Quakers welcome calls for the UK to stop recruiting children into the armed forces

Calls to stop military recruitment of children

Quakers welcome calls for the UK to stop recruiting children into the armed forces

by Rebecca Hardy 23rd June 2023

Quakers have welcomed calls from United Nations (UN) child rights experts for the UK to stop recruiting children into the armed forces.

The UK is the only country in Europe to recruit sixteen-year-olds into the military, a practice shared with only sixteen other nations, and long campaigned against by Quakers.

The United Nations Child Rights Committee has recommended that the UK government raises the age of recruitment to eighteen and prohibits targeting of children in military advertising.

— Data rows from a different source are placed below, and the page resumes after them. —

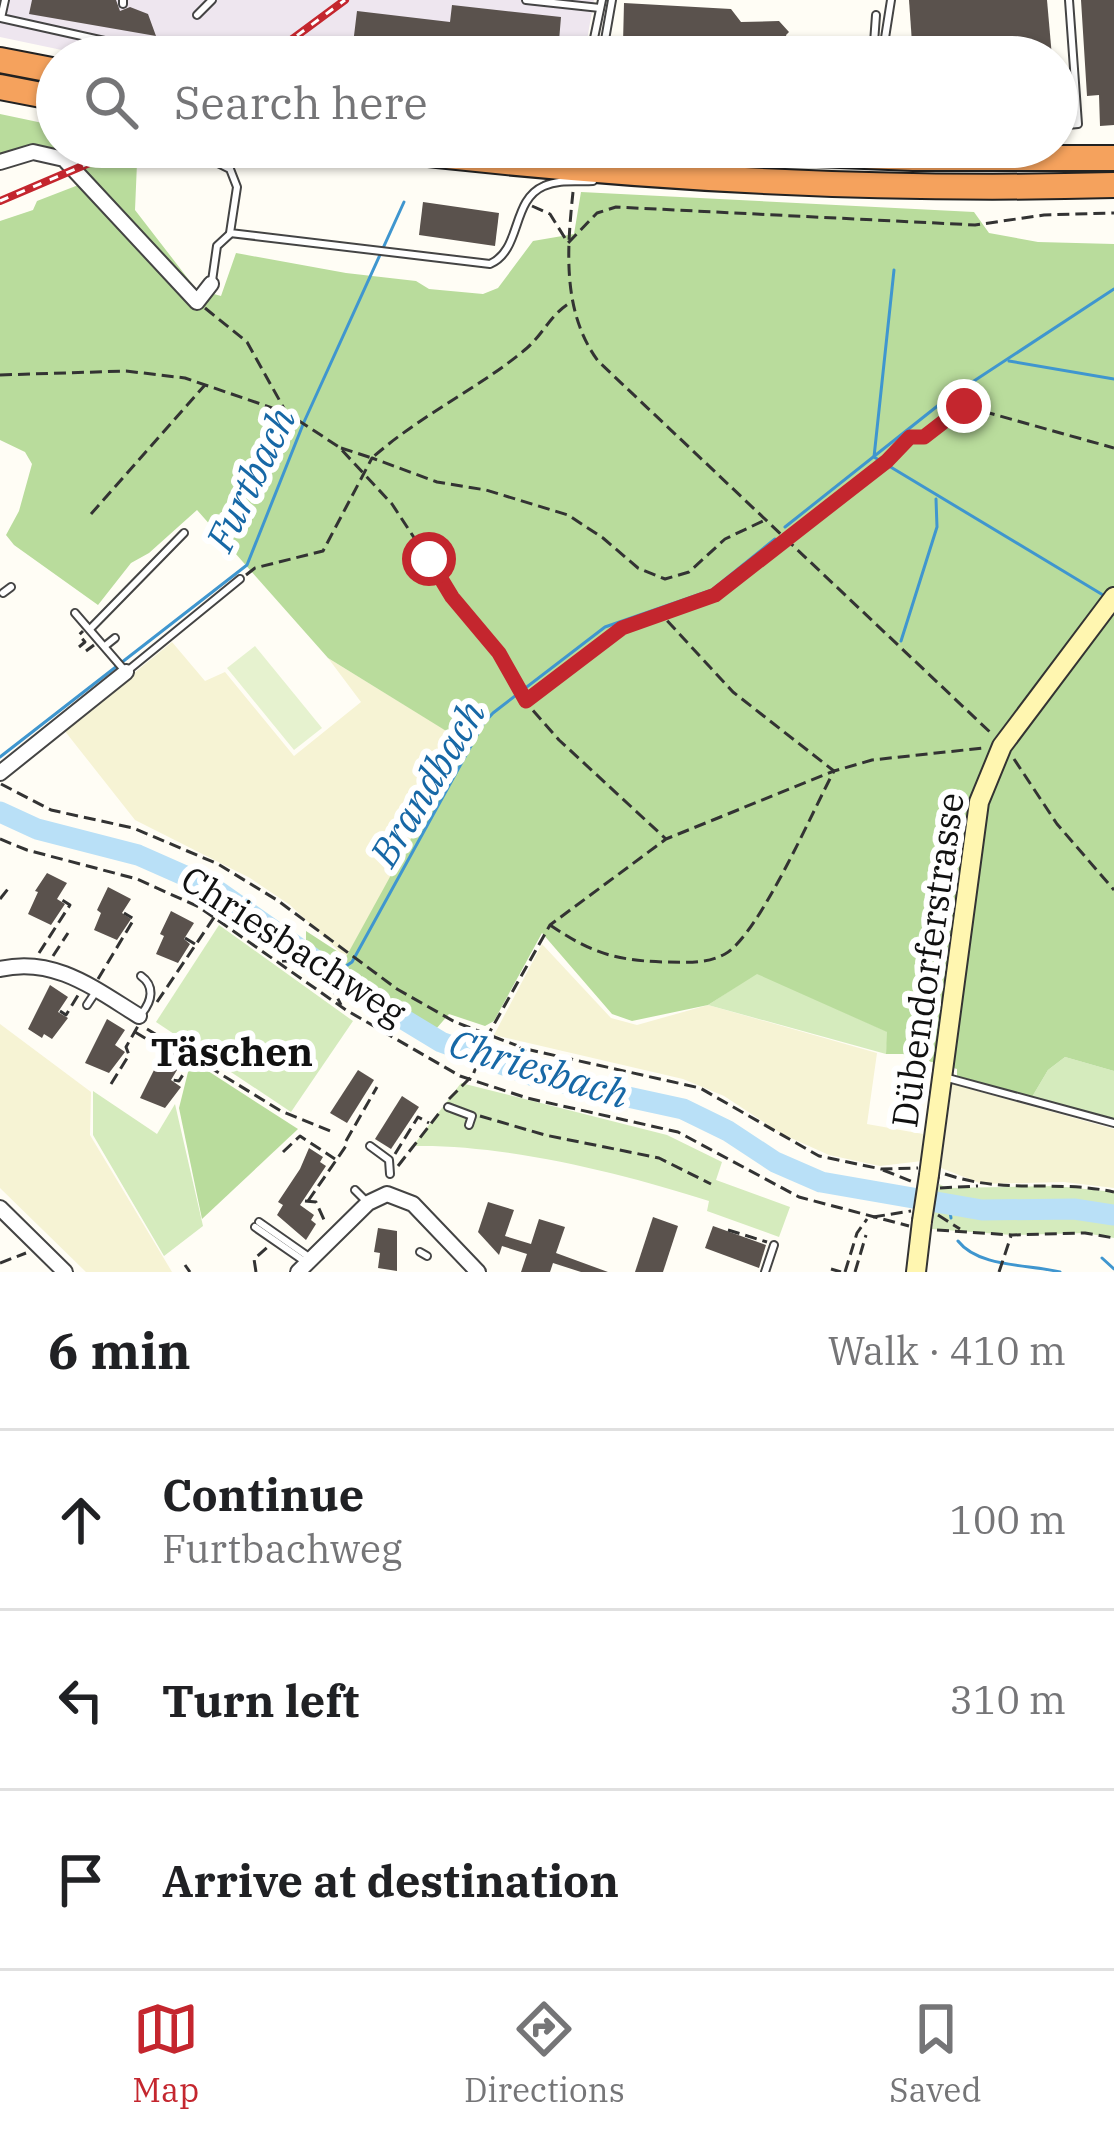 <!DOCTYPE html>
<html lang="en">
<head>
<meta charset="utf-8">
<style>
  :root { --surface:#fff; --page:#f6f6f6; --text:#202124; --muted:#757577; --line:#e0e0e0; --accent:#c4262e }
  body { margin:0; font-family:"IBM Plex Serif",serif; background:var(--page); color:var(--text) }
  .stop { position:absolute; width:36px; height:36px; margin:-27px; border:9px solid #c4262e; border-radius:50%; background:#fff }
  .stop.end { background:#c4262e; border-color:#fff; box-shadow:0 3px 12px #0008 }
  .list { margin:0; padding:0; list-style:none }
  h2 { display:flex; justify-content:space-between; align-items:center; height:156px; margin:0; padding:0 48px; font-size:51px }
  h2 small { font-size:39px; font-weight:400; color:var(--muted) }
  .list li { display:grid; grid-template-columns:78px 1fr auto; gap:36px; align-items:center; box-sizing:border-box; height:180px; padding:0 48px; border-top:3px solid var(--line) }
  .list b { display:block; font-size:45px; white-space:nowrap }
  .list p { margin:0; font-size:39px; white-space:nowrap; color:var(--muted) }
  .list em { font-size:39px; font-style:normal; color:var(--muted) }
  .icon { flex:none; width:66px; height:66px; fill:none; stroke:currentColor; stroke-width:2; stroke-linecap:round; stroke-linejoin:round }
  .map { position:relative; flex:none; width:1114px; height:1272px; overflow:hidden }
  .search { position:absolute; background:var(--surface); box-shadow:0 3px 9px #0004; left:36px; right:36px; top:36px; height:132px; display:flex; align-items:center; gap:30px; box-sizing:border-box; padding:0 42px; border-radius:66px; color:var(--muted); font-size:45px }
  .sheet { height:696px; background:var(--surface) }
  nav { display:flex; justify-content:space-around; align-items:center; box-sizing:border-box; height:168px; border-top:3px solid var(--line); background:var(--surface); font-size:33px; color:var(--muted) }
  nav a { display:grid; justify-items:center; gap:6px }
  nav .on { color:var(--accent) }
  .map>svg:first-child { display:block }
  .industrial { fill:#eee6ef }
  .farmland { fill:#f6f3d4 }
  .green { fill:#d5ebbd }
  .forest { fill:#b9dc9c }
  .pitch { fill:#e6f2cf }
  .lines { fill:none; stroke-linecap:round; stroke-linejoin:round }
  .stream { stroke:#3f96cf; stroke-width:3 }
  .river { stroke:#b9e0f7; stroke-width:21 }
  .building { fill:#5a524d }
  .lane-casing { stroke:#444; stroke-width:10 }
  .street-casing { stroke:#444; stroke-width:18 }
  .secondary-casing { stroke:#333; stroke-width:22 }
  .highway-casing { stroke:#222; stroke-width:28 }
  .path { stroke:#333; stroke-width:3; stroke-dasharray:12 6; stroke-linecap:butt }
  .lane { stroke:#fff; stroke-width:6 }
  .street { stroke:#fff; stroke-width:14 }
  .secondary { stroke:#fff6b0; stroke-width:18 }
  .highway { stroke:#f5a25d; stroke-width:24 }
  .rail-casing { stroke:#c4262e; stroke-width:8 }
  .rail { stroke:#fff; stroke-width:3; stroke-dasharray:9; stroke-linecap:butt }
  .secondary-bridge-casing { stroke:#333; stroke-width:22; stroke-linecap:butt }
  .secondary-bridge { stroke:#fff6b0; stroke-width:18 }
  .route { stroke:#c4262e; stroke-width:15 }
  .labels { text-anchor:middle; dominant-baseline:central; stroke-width:12; stroke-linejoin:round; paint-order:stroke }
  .street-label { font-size:36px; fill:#111; stroke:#fff }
  .water-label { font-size:39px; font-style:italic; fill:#1768a6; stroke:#fff }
  .neighbourhood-label { font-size:39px; font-weight:bold; fill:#111; stroke:#fff }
</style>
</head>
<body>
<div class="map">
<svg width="1114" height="1272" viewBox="0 0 1114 1272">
  <rect width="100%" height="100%" fill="#fffdf5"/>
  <!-- industrial -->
  <path class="industrial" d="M0,0H594L584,57H95L0,37Z"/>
  <!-- farmland -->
  <g class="farmland">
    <path d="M172,642L205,681L225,672L294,756L361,702L328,658L465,742L346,958L290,905L250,878L135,820L64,730Z"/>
    <path d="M542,944L611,1018L637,1025L708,1005L877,1053L867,1124L923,1134L922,1161L880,1166L829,1155L782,1134L724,1096L683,1079L494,1035Z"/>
    <path d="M0,1024L91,1092L90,1135L172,1272H86L0,1188Z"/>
    <path d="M952,1084L1114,1129V1188L1064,1182L982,1184L941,1168Z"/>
  </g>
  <!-- green -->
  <g class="green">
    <path d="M219,925L353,1021L291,1112L156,1022Z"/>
    <path d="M757,973L888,1032L886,1054L708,1005Z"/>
    <path d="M1065,1057L1114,1071V1120L1032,1097L1048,1070Z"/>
    <path d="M461,1083L667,1135L722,1162L716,1180L790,1207L779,1237L707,1211L709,1201C622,1173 505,1144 413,1146Z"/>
    <path d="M93,1091L157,1134L175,1104L203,1226L164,1256L93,1135Z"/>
    <path d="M939,1184L947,1188L1056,1186L1114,1192V1238L1085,1233L1012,1235L932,1229Z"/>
  </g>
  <!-- forest -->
  <g class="forest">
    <path d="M0,114L57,126V147H109L137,163L135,210L196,289L221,296L236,253L346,273L416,281L429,289L483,294L498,288L533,241L574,234L581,192L974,212L989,233L1038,242L1114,244V1071L1065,1057L1048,1070L1032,1097L957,1076V1069L903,1054H886L887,1032L757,974L708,1005L632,1021L612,1014L542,933L494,1021L485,1026L449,1014L436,1029L368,989L306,941V931L346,957L464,742L328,658L197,510L149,553L131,563L98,605L14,545L6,535L19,511L32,464L25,452L0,440V221L33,210L37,201L81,184C49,153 40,157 0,170Z"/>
    <path d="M191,1060L298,1129L202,1219L179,1108Z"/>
  </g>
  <!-- pitch -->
  <path class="pitch" d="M255,646L322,728L294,750L227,668Z"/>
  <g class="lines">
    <!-- stream -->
    <g class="stream">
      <path d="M894,270L874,457L1103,595"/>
      <path d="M1009,361L1114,379"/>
      <path d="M785,527L945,400L1114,289"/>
      <path d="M901,641L937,527L936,499"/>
      <path d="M0,757L247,565L304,422L404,202"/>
      <path d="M336,973L352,962L483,724L493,713L605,627L712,590L775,539"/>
      <path d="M949,1205L951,1218"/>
      <path d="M958,1241C979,1268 1030,1264 1060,1272"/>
      <path d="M1102,1258L1114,1269"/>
    </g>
    <!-- river -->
    <path class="river" d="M0,812L37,829L138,855L215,889L375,1002L441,1042L536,1077L683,1109L728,1131L775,1162L821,1182L982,1210L1074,1209L1114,1215"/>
  </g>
  <!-- building -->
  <g class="building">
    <path d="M32,0H116L120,11L130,7L148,14L156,36L29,14Z"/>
    <path d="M909,0H1047L1052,57H913Z"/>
    <path d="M1081,0H1114V125L1100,126L1099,95L1087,96Z"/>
    <path d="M624,3L731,9L741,22L779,21L789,32L786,35L792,57H611L612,43H623Z"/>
    <path d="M452,5L561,17L559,41L576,43L575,57H318L320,40L353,44L357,11L450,22Z"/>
    <path d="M423,202L499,213L495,246L419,235Z"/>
    <path d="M47,873L67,883L57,899L65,904L51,925L28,914L38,892L35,891Z"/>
    <path d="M108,887L131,899L122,913L131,919L117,940L94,930L101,913L97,910Z"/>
    <path d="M171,911L194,923L184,939L190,944L178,963L156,954L164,936L160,934Z"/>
    <path d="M50,985L68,997L58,1012L68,1018L52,1039L44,1034L42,1038L28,1029Z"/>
    <path d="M107,1019L125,1030L115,1045L125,1052L109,1073L85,1063Z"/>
    <path d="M162,1054L180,1065L171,1080L181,1087L165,1108L140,1098Z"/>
    <path d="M358,1070L374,1080L347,1123L330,1113Z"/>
    <path d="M402,1096L419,1107L391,1149L375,1139Z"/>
    <path d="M309,1148L323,1157L320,1162L326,1166L300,1205L314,1215L311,1220L316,1224L306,1240L277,1215L283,1205L278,1202L300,1169Z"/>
    <path d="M488,1202L514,1210L505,1236L531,1244L539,1219L565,1227L556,1253L608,1272H581L553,1263L550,1272H521L527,1254L502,1246L499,1255L478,1232Z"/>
    <path d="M653,1217L678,1226L663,1272H635Z"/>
    <path d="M713,1226L766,1245L759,1268L705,1248Z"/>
    <path d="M378,1228L397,1231V1271L378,1268L380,1253L374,1252Z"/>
  </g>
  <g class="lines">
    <defs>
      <g id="lane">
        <path d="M5,0L1,18L145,50"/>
        <path d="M526,0L600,8"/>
        <path d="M123,4V0"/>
        <path d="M197,15L212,0"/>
        <path d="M593,43L602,0"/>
        <path d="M602,57L612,0"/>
        <path d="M873,57L876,15"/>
        <path d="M882,57L891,0"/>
        <path d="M1057,126L1078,124L1069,0"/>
        <path d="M144,147L216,162L230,169L237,187L230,233L490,264C522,250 511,200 544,186C559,179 576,182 593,181"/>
        <path d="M212,281L217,246L230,234"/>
        <path d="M3,593L11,587"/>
        <path d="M75,613L126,672L240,579"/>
        <path d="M91,628L184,533"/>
        <path d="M105,646L115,638"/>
        <path d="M141,976C155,986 152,1001 142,1013"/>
        <path d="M87,1005L95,993"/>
        <path d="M944,1077L1114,1123"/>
        <path d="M448,1107L472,1116L469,1125"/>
        <path d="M370,1146L389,1160L390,1174"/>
        <path d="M355,1190L365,1200"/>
        <path d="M259,1222L309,1257"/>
        <path d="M255,1227L304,1261"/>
        <path d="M420,1252L427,1256"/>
        <path d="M765,1272L774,1245"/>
      </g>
      <g id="street">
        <path d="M0,162L33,152L64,159L197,302L211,284"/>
        <path d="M0,773L126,672"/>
        <path d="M0,969C54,956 95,989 139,1016"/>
        <path d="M0,1208L65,1272"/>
        <path d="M298,1272L368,1203L387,1194L413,1204L478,1272"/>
      </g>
      <g id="secondary">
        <path d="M929,1175L979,802L1002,746L1114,597"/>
        <path d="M916,1272L922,1221"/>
      </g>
      <g id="highway">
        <path d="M0,60L57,71"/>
        <path d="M0,87L57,98"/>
        <path d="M368,147C615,177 865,192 1114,185"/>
        <path d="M652,147L913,158H1114"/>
      </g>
    </defs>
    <!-- lane casing -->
    <use href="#lane" class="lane-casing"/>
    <!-- street casing -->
    <use href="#street" class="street-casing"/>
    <!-- secondary casing -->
    <use href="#secondary" class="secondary-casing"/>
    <!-- highway casing -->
    <use href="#highway" class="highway-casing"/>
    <!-- path -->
    <g class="path">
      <path d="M573,192C567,249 562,312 598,361L992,734"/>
      <path d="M532,206L550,214L568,243L597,213L616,207L975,225L1044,215L1114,213"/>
      <path d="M205,308L247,342L286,412"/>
      <path d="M0,375L126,371L185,378L287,413L339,447L392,504L453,597L498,653L522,698L559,740L666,839"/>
      <path d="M341,448L372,458C420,415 480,388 527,348C545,332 551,313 573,301"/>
      <path d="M91,514L205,385"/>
      <path d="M246,575L255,568L323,551L372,458L437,482L486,490L568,515L603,538L638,568L665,579L689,572L725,539L763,521"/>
      <path d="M79,647L85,642L79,635L83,631"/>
      <path d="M86,651L94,645"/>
      <path d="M528,700L622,628L659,615"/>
      <path d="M1014,759L1057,824L1114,890"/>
      <path d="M1,784L51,810L133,828L218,864L277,900L397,989L455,1022L526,1049L700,1088L819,1156L881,1169L918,1168"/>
      <path d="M0,839L27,850L137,879L199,907L346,1010L460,1076L527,1098L678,1132L799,1197L909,1226"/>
      <path d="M0,899L11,885"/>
      <path d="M550,925C590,952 613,960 662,962C684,962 705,965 725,954C759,935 813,810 834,771L733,692L661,614L715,595L887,461L910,437H924L964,406L1114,448"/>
      <path d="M185,938L195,944"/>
      <path d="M39,953L70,905L59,898"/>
      <path d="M53,956L68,933"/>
      <path d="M282,961C314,960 328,978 341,1005"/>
      <path d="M98,979L134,919L124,913"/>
      <path d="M157,1002L215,916"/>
      <path d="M60,1011L66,1015L80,992"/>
      <path d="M147,1029L281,1111L335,1133"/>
      <path d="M135,1032L183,1061L186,1070L179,1081L173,1080"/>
      <path d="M111,1084L129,1055L126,1047L138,1026"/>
      <path d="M449,1099L473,1075L488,1035L550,925L666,839L834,771L872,760L983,748"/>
      <path d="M480,1116L545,1135L659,1158L711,1184"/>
      <path d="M346,1141L377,1087"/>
      <path d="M283,1152L300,1136L335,1159"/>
      <path d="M395,1154L418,1117L429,1123"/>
      <path d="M398,1166L440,1112"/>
      <path d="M883,1170L913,1182"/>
      <path d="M945,1174C1007,1195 1053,1179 1114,1192"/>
      <path d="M940,1188L978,1186"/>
      <path d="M305,1201L316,1202L326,1224"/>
      <path d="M308,1201L348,1143"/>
      <path d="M938,1215L960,1229"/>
      <path d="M873,1217L911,1211"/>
      <path d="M728,1230L767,1242"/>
      <path d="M937,1230L1012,1235L1085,1233L1114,1238"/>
      <path d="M0,1263L26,1253"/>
      <path d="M185,1265L190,1272"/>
      <path d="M831,1269L841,1272"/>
      <path d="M256,1272L254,1259L270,1245"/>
      <path d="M845,1272L857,1233L867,1219"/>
      <path d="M855,1272L866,1235"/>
      <path d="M999,1272L1011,1236"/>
    </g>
    <!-- lane -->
    <use href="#lane" class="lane"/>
    <!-- street -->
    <use href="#street" class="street"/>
    <!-- secondary -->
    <use href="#secondary" class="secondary"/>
    <!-- highway -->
    <use href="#highway" class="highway"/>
    <defs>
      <g id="rail">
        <path d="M268,57L345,0"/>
        <path d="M0,201L127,147"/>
      </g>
    </defs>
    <!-- rail casing -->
    <use href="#rail" class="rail-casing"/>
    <!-- rail -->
    <use href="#rail" class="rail"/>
    <defs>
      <path id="secondary-bridge" d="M922,1221L929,1175"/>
    </defs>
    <!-- secondary-bridge casing -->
    <use href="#secondary-bridge" class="secondary-bridge-casing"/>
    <!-- secondary-bridge -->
    <use href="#secondary-bridge" class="secondary-bridge"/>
  </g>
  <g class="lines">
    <!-- route -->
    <path class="route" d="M429,559L452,597L499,653L526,701L622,628L715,595L887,461L910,437H924L964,406"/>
  </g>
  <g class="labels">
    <!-- street labels -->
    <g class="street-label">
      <text transform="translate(294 945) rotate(33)">Chriesbachweg</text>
      <text transform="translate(927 960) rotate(-82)">Dübendorferstrasse</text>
    </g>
    <!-- water labels -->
    <g class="water-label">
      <text transform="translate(250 479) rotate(-64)">Furtbach</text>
      <text transform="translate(427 783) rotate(-59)">Brandbach</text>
      <text transform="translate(539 1068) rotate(17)">Chriesbach</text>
    </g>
    <!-- neighbourhood labels -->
    <g class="neighbourhood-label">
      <text x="232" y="1051">Täschen</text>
    </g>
  </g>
</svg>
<div class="stop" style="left:429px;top:559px"></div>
<div class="stop end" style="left:964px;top:406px"></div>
<div class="search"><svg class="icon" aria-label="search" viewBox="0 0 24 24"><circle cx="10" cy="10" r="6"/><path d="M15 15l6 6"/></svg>Search here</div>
</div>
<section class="sheet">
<h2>6 min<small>Walk · 410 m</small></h2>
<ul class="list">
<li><svg class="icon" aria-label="ahead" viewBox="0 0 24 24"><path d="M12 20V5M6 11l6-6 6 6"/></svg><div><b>Continue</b><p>Furtbachweg</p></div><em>100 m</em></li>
<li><svg class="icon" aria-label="left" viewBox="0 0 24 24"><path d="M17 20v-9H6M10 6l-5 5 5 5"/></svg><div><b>Turn left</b></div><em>310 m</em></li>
<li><svg class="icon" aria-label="arrive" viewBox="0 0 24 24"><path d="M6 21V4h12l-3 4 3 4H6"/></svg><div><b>Arrive at destination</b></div></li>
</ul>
</section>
<nav>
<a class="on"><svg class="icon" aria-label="map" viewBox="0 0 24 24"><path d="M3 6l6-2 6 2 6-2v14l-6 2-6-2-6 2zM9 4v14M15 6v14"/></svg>Map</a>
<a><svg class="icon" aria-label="directions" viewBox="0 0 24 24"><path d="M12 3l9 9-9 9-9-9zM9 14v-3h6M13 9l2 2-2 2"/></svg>Directions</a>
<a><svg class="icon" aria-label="saved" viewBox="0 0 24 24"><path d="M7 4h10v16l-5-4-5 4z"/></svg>Saved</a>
</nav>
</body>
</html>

The call came in response to the committee’s latest findings on the UK’s implementation of the UN Convention on the Rights of the Child. Other recommendations on 2 June include that children should not have to serve a minimum period longer than those who enlist as adults, and should have the right to leave the armed forces with no notice.

In its regular review of states party to the Child Rights Convention, the committee also expressed concerns over the impact of the UK’s Illegal Migration Bill on children, urging the UK government to repeal draft provisions which would criminalise all asylum-seeking refugee children and prevent unaccompanied children from reuniting with their families.

Britain Yearly Meeting has already called for the bill to be scrapped on the grounds that it ‘effectively bans asylum, extinguishing the right to seek refugee protection in the UK’.

The committee also said it was ‘concerned that children as young as 10 or 12 are held criminally responsible, that children who are 16 and 17 years old are not always treated as children […] and that legislation allows for life imprisonment of children’.

Quaker concerns for global peace and justice are represented at the UN by the Quaker United Nations Office, which celebrates its seventy-fifth anniversary this year.

Past successes include putting children with parents in prison on the UN agenda, and the international ban on child soldiers, as well as work on climate change, landmines and peacebuilding.